What is needed: Every record below is to be repeated exactly, with the pictures left out.

- - - - -

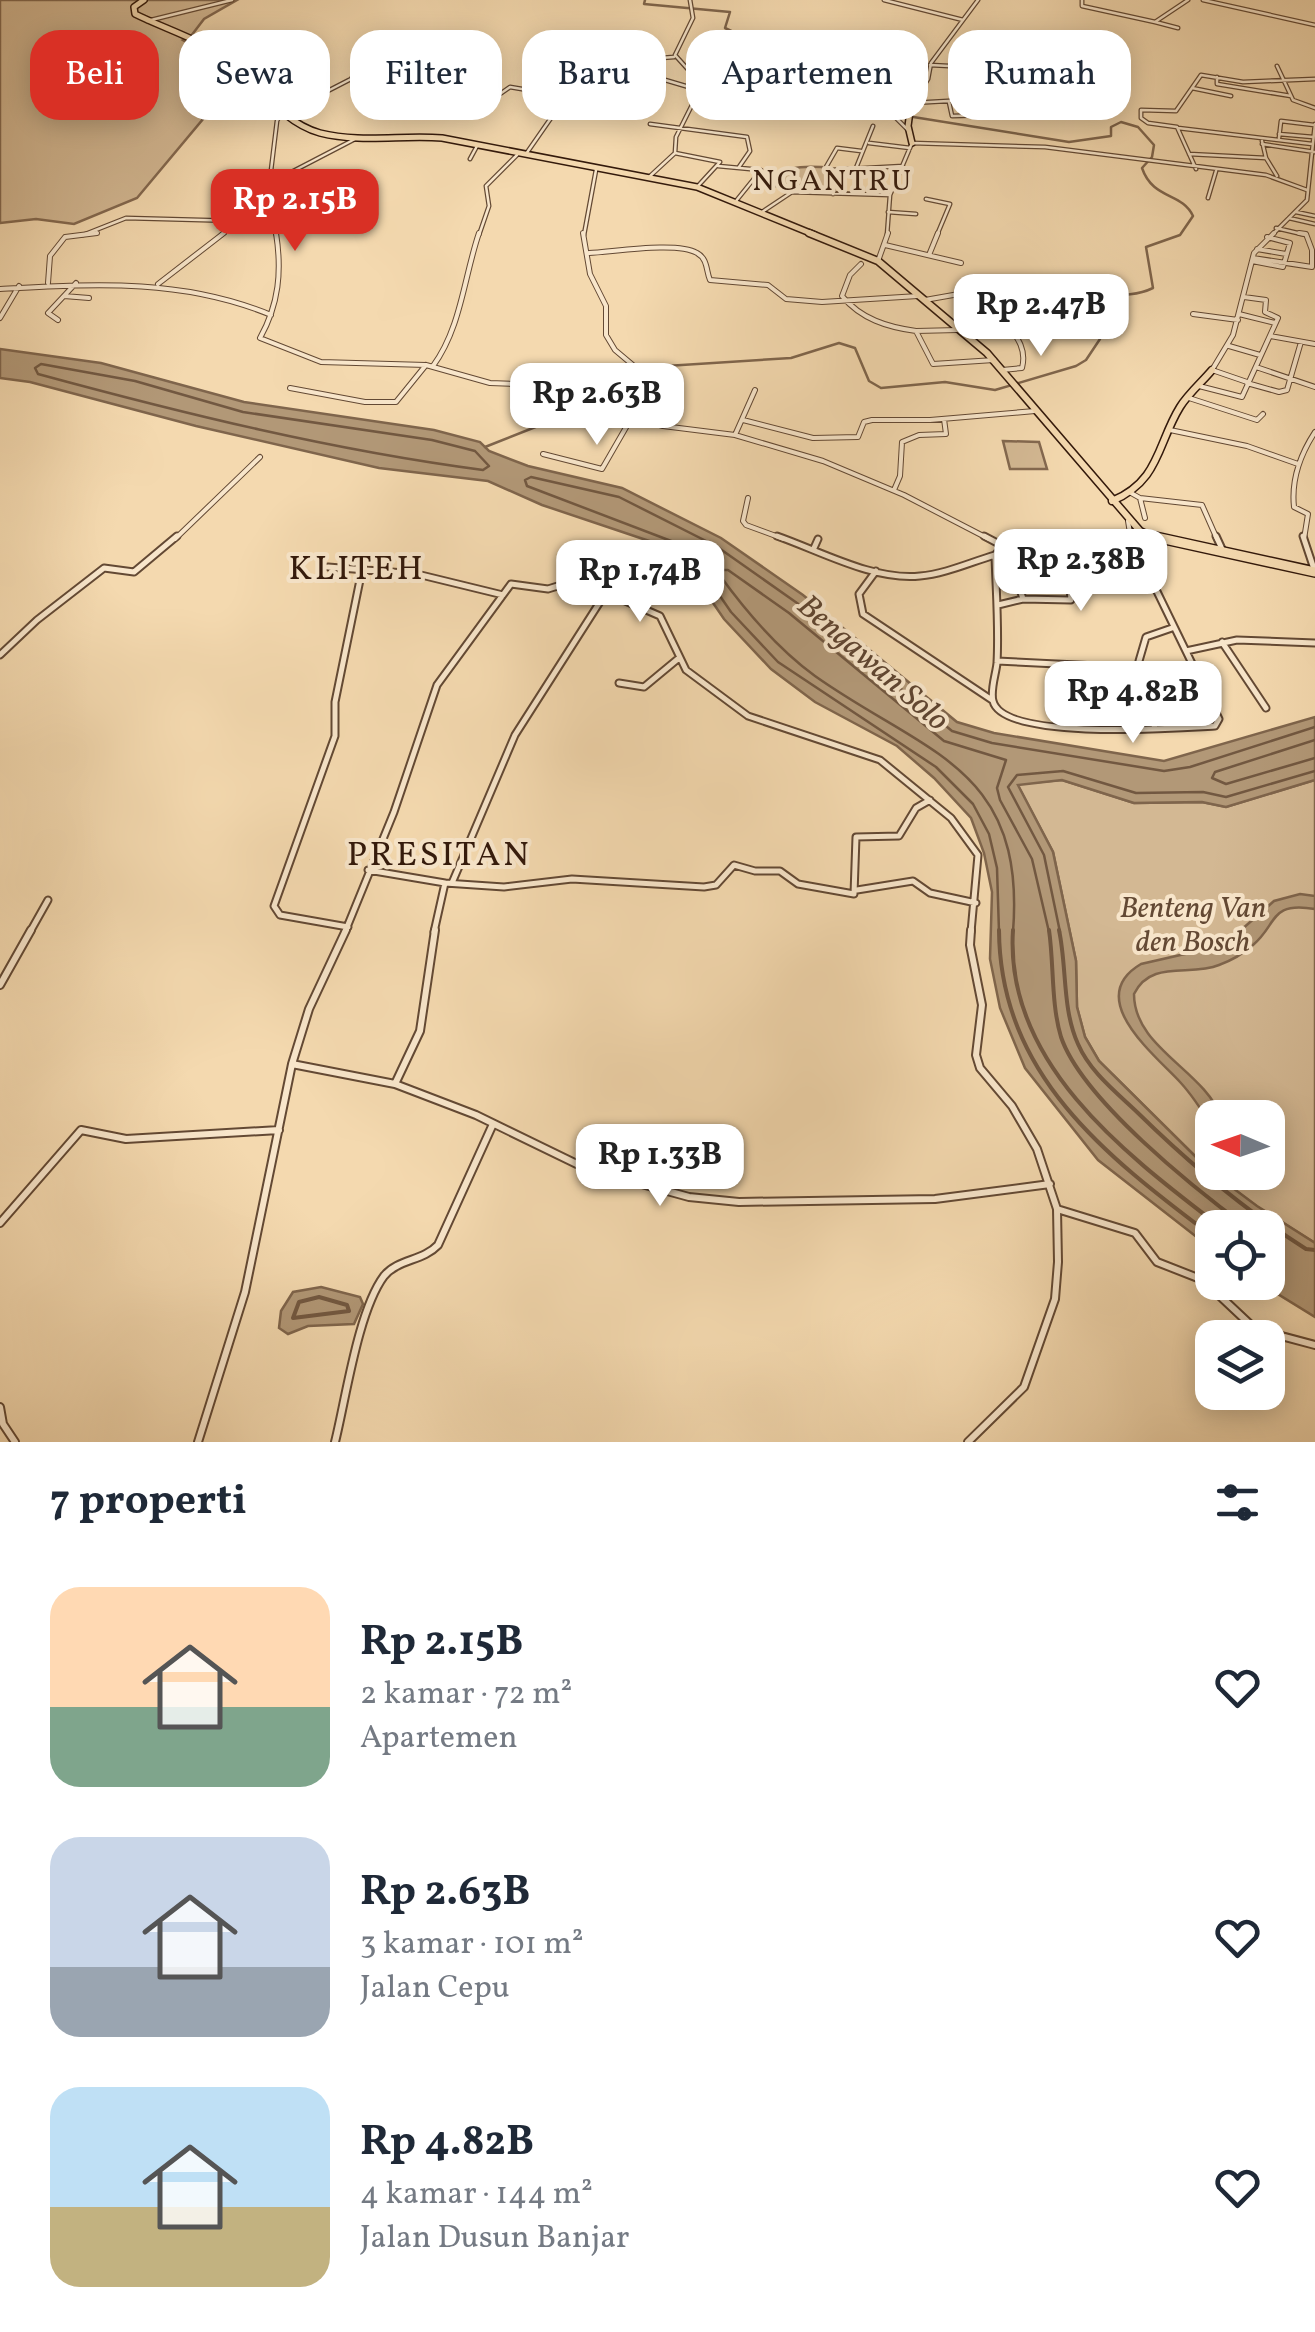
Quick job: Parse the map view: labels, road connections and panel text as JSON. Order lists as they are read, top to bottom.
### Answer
{
  "districts": ["NGANTRU", "KLITEH", "PRESITAN"],
  "water": ["Bengawan Solo"],
  "parks": ["Benteng Van den Bosch"],
  "north": "left",
  "page": {
    "chip": [
      "Beli",
      "Sewa",
      "Filter",
      "Baru",
      "Apartemen",
      "Rumah"
    ],
    "price": [
      "Rp 2.15B",
      "Rp 2.47B",
      "Rp 2.63B",
      "Rp 2.38B",
      "Rp 1.74B",
      "Rp 4.82B",
      "Rp 1.33B"
    ],
    "heading": "7 properti",
    "list": [
      {
        "name": "Rp 2.15B",
        "note": "2 kamar · 72 m² · Apartemen"
      },
      {
        "name": "Rp 2.63B",
        "note": "3 kamar · 101 m² · Jalan Cepu"
      },
      {
        "name": "Rp 4.82B",
        "note": "4 kamar · 144 m² · Jalan Dusun Banjar"
      }
    ]
  }
}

- - - - -

The completed task:
Quick job: Parse the map view: labels, road connections and panel text as JSON. Order lists as they are read, top to bottom.
### Answer
{
  "districts": ["NGANTRU", "KLITEH", "PRESITAN"],
  "water": ["Bengawan Solo"],
  "parks": ["Benteng Van den Bosch"],
  "north": "left",
  "page": {
    "chip": [
      "Beli",
      "Sewa",
      "Filter",
      "Baru",
      "Apartemen",
      "Rumah"
    ],
    "price": [
      "Rp 2.15B",
      "Rp 2.47B",
      "Rp 2.63B",
      "Rp 2.38B",
      "Rp 1.74B",
      "Rp 4.82B",
      "Rp 1.33B"
    ],
    "heading": "7 properti",
    "list": [
      {
        "name": "Rp 2.15B",
        "note": "2 kamar · 72 m² · Apartemen"
      },
      {
        "name": "Rp 2.63B",
        "note": "3 kamar · 101 m² · Jalan Cepu"
      },
      {
        "name": "Rp 4.82B",
        "note": "4 kamar · 144 m² · Jalan Dusun Banjar"
      }
    ]
  }
}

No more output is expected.